Armitage called Iraq an imminent threat to American interests, and cautioned members of the committee to "imagine what kind of hearing we would be having" if we waited for Saddam Hussein to use biological, chemical or possibly nuclear weapons against the United States.

Clearly, the administration would rather be having a debate over Iraq than one that might implicate administration officials' failures to prevent the Sept. 11 attacks. Sally Regenhard, mother of a firefighter who was killed in the Trade Center collapse, said she wished Thursday's hearings had focused more on the breakdowns that predated last year's terrorist attacks.

"I believe my son was betrayed by the system," she said. "It was dysfunctional, it had breaks in it, and I want to see it fixed -- to make sure the CIA, the FBI, the INS, the DOT -- that everyone speaks to each other and communicates to safeguard the American people."

Regenhard, who described herself as "a big President Bush supporter," sounded fatalistic, if a tad disappointed, in what Wolfowitz and Armitage had to say Thursday. "Everybody pushes their thing. Everyone has their shtick," she said. "I felt they were politicking a little, but what can I tell you? This is Washington."

During the committee's afternoon session, former national security advisors Brent Scrowcroft and Sandy Berger shared their thoughts about the rise of al-Qaida as a global menace, and what could be done about it.
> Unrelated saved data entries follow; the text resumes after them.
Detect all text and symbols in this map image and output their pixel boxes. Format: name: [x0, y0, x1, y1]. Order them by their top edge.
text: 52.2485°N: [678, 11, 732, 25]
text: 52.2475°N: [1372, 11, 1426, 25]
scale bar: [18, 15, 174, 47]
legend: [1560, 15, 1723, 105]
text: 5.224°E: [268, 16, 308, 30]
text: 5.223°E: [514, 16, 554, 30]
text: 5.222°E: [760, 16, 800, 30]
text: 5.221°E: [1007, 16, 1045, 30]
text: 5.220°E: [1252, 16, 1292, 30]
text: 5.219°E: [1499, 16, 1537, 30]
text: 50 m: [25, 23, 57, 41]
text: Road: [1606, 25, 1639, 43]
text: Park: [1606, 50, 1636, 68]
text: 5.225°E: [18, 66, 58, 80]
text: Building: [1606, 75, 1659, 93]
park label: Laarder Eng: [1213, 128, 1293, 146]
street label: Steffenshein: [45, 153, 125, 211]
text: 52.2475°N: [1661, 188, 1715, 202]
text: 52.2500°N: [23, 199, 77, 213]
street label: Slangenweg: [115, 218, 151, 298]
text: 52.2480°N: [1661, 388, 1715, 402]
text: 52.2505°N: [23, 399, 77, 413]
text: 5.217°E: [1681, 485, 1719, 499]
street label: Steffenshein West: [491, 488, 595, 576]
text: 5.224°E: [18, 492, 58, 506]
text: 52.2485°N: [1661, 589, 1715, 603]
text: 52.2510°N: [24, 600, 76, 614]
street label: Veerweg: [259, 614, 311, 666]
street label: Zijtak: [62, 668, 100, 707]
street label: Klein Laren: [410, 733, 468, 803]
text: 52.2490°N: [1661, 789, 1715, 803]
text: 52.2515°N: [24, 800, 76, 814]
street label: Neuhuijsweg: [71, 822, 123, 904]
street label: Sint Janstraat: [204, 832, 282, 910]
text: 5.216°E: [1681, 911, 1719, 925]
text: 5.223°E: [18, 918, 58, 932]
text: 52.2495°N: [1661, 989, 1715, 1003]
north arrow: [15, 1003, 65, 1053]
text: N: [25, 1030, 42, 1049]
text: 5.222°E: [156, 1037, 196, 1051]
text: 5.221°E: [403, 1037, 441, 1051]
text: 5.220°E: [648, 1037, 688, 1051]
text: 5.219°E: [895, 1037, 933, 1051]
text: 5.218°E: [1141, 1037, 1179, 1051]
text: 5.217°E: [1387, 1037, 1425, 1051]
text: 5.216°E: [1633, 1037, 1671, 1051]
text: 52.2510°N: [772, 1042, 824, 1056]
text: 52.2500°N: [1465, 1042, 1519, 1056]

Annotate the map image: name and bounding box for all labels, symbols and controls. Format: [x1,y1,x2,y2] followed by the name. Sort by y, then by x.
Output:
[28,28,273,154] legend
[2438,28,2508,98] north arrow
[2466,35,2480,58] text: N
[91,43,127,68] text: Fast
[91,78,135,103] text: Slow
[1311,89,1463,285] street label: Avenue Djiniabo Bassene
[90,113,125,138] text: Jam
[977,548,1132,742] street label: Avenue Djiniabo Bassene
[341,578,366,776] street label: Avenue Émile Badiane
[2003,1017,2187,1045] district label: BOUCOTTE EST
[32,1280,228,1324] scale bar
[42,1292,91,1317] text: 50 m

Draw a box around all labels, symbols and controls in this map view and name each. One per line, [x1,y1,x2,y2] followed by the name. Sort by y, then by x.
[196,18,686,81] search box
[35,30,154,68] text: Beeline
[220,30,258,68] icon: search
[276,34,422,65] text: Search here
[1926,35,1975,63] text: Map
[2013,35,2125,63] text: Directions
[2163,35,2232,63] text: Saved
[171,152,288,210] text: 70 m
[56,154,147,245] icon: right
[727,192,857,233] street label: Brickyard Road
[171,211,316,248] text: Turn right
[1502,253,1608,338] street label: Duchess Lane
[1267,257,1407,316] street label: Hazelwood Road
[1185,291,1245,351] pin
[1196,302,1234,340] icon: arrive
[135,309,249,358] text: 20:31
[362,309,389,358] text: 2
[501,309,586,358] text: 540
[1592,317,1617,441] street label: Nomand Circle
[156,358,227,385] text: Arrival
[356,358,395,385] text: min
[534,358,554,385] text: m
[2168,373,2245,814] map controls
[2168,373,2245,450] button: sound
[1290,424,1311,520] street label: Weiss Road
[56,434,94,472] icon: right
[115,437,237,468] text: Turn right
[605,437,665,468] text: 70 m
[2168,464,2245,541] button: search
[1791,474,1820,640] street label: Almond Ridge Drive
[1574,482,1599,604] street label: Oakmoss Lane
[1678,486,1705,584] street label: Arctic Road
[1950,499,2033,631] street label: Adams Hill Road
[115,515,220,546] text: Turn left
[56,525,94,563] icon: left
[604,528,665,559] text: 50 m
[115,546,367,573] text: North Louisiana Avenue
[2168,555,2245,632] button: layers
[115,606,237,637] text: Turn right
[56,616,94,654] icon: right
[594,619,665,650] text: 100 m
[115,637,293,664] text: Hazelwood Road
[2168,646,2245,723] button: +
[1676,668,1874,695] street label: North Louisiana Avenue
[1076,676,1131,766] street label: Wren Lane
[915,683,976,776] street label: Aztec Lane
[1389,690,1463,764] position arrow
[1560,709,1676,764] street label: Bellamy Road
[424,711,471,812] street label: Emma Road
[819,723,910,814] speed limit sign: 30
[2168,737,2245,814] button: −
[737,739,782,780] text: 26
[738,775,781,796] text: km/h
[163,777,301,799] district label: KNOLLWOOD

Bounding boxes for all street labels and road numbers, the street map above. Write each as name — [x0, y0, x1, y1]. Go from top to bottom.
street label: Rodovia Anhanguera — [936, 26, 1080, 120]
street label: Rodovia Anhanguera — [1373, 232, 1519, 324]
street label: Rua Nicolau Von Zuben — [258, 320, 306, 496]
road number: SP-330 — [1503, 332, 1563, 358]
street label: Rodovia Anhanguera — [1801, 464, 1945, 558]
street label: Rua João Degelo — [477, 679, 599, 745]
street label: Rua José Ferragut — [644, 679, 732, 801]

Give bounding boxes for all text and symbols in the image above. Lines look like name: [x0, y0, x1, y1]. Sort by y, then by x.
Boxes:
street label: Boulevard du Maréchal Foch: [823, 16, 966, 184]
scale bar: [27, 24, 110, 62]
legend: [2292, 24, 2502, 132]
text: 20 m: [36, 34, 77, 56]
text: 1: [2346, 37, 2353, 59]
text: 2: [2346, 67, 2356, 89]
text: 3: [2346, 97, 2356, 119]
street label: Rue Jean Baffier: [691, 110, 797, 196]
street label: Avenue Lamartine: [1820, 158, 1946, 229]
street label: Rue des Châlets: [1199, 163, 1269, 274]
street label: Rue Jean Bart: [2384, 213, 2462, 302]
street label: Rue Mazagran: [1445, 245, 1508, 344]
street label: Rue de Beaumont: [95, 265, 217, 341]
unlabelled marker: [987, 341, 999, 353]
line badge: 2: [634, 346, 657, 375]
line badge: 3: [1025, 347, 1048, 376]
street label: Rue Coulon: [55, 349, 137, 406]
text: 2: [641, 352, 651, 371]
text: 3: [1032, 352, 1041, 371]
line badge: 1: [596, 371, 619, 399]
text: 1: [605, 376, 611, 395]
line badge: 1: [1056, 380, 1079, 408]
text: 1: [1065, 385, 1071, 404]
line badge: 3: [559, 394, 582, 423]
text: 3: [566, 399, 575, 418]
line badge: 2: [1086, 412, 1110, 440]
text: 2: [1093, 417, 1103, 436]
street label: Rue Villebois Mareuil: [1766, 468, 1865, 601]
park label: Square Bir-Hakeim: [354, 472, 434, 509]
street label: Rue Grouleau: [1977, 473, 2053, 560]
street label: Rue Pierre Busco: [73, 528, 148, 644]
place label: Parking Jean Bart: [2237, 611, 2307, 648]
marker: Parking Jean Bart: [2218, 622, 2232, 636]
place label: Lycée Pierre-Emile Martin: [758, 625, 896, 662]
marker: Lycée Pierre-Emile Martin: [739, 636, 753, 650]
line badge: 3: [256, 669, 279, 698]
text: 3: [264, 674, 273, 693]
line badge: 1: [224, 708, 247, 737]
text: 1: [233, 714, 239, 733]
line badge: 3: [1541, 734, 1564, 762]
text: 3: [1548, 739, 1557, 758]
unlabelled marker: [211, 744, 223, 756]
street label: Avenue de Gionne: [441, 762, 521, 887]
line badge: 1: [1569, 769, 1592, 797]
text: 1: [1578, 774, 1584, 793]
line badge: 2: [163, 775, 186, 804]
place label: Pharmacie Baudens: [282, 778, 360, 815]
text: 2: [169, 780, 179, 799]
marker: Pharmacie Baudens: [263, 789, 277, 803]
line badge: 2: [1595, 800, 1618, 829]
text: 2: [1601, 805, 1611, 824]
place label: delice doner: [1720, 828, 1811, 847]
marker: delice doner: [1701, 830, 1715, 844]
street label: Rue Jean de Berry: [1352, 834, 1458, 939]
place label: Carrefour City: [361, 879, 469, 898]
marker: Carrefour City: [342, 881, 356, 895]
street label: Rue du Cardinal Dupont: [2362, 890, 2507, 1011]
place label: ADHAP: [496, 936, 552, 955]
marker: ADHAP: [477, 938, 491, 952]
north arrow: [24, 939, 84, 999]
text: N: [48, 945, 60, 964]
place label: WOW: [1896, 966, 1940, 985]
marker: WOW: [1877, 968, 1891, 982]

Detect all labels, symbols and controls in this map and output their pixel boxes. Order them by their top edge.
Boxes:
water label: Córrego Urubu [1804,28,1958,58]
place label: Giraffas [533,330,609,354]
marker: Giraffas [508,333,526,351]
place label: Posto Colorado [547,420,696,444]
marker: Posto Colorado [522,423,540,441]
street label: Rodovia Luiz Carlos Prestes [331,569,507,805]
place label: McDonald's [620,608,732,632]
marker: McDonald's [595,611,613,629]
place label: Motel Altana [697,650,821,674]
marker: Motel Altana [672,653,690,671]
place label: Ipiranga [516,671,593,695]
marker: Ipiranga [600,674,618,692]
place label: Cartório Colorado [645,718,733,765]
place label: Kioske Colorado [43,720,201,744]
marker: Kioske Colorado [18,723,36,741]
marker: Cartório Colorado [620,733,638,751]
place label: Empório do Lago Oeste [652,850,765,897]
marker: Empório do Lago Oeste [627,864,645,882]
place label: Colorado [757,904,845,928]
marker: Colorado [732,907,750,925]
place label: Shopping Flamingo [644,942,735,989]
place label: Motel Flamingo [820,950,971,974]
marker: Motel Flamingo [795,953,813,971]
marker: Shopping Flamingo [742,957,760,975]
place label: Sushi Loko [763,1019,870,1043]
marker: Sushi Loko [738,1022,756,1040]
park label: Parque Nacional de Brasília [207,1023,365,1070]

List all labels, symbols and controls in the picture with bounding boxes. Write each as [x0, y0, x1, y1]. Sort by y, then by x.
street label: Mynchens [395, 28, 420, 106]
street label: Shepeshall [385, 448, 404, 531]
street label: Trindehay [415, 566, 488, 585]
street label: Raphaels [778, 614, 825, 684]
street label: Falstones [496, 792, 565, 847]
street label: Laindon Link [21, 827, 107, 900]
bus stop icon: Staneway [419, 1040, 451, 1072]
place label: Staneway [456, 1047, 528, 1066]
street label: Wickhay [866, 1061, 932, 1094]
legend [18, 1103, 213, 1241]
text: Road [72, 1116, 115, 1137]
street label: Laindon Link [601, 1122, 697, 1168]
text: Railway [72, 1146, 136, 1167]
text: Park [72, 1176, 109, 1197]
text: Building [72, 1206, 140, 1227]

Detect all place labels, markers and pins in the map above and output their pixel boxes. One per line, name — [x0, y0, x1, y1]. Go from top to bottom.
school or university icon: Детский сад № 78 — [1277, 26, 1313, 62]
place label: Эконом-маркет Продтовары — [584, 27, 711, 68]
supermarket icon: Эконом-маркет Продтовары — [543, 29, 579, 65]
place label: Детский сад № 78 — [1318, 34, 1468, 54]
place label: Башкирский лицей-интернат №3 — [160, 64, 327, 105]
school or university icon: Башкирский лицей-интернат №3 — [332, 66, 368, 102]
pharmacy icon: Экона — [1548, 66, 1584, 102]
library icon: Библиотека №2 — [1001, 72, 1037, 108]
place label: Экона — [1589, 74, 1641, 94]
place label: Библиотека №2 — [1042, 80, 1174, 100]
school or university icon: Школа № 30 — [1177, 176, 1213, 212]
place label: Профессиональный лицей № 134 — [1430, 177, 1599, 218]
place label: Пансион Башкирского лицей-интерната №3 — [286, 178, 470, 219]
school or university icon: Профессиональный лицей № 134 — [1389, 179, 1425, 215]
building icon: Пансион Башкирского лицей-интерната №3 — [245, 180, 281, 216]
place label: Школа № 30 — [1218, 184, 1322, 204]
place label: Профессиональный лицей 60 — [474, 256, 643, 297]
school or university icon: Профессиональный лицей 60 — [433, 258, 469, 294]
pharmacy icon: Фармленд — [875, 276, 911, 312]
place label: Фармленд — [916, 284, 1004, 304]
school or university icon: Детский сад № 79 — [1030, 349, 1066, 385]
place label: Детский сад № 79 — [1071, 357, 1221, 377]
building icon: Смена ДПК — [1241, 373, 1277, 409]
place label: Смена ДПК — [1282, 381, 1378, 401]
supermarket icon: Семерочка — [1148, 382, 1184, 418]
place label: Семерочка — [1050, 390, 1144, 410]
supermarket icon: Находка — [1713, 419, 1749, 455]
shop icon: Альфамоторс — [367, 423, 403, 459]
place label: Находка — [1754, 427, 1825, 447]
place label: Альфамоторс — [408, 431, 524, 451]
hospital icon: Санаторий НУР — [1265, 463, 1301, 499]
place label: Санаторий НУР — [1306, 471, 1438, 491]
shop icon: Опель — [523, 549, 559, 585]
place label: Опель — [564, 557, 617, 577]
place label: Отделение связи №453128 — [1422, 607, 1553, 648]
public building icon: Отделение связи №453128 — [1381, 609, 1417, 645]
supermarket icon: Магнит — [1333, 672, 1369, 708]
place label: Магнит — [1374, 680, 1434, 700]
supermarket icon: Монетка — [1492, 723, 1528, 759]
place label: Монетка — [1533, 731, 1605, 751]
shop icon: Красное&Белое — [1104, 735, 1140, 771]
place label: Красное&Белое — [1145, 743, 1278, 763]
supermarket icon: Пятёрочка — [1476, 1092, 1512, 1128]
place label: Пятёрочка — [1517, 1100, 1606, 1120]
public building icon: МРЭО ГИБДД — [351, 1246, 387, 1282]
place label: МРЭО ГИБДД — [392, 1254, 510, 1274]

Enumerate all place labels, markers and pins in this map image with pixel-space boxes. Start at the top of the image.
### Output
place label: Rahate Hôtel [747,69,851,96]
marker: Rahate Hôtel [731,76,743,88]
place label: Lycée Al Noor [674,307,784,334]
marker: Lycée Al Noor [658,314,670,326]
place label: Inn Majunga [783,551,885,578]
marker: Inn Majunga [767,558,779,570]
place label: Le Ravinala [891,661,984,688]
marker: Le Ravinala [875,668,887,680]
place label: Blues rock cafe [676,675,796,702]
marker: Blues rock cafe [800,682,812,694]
Scrowcroft said during his time as NSC chairman, in the first Bush administration, terrorism did not pose the threat it now does. When he was in office, Scrowcroft said, the focus was still on the Soviet Union, and the impact of its demise. But he indicated that budget cuts to intelligence agencies during the Clinton years may have played a part in our inability to prevent the Sept. 11 attacks.

That was gently but firmly rebuffed by Berger, who served as Clinton's national security advisor. During his time in office, Berger said, "our understanding of Osama bin Laden evolved from terrorist financier in the early '90s to an increasingly rabid, magnetic and dangerous galvanizer of anti-American hatred in the mid- to late '90s."

Berger said that change was reflected in boosted budgets for counterterrorism efforts, particularly within the CIA. The back-and-forth between Berger and Scrowcroft illuminated some of the subtle but unmistakable finger-pointing that has marked the entire debate over what went wrong on Sept. 11.

Berger had harsh words for the FBI under the guidance of Clinton appointee, and later nemesis, Louis Freeh.

"What we have learned since 9/11 makes clear that the FBI, as an organization, was not as focused," he said. "Until the very end of our time in office, the view we received from the bureau was that al-Qaida had limited capacity to operate in the U.S. and any presence here was under surveillance."

Berger advocated a wholesale restructuring of the national security apparatus that goes beyond anything that Congress or the president is currently considering with the creation of a new Homeland Security Agency.

"I encourage this committee to consider proposals to separate the [director of central intelligence] and CIA director positions so the DCI can focus primarily on community issues, and not just CIA concerns," he said. "In addition, I would end the practice of having every intelligence community agency develop its own relationships with foreign counterparts and give the DCI authority to coordinate all intelligence with other countries."


By Anthony York

Anthony York is Salon's Washington correspondent.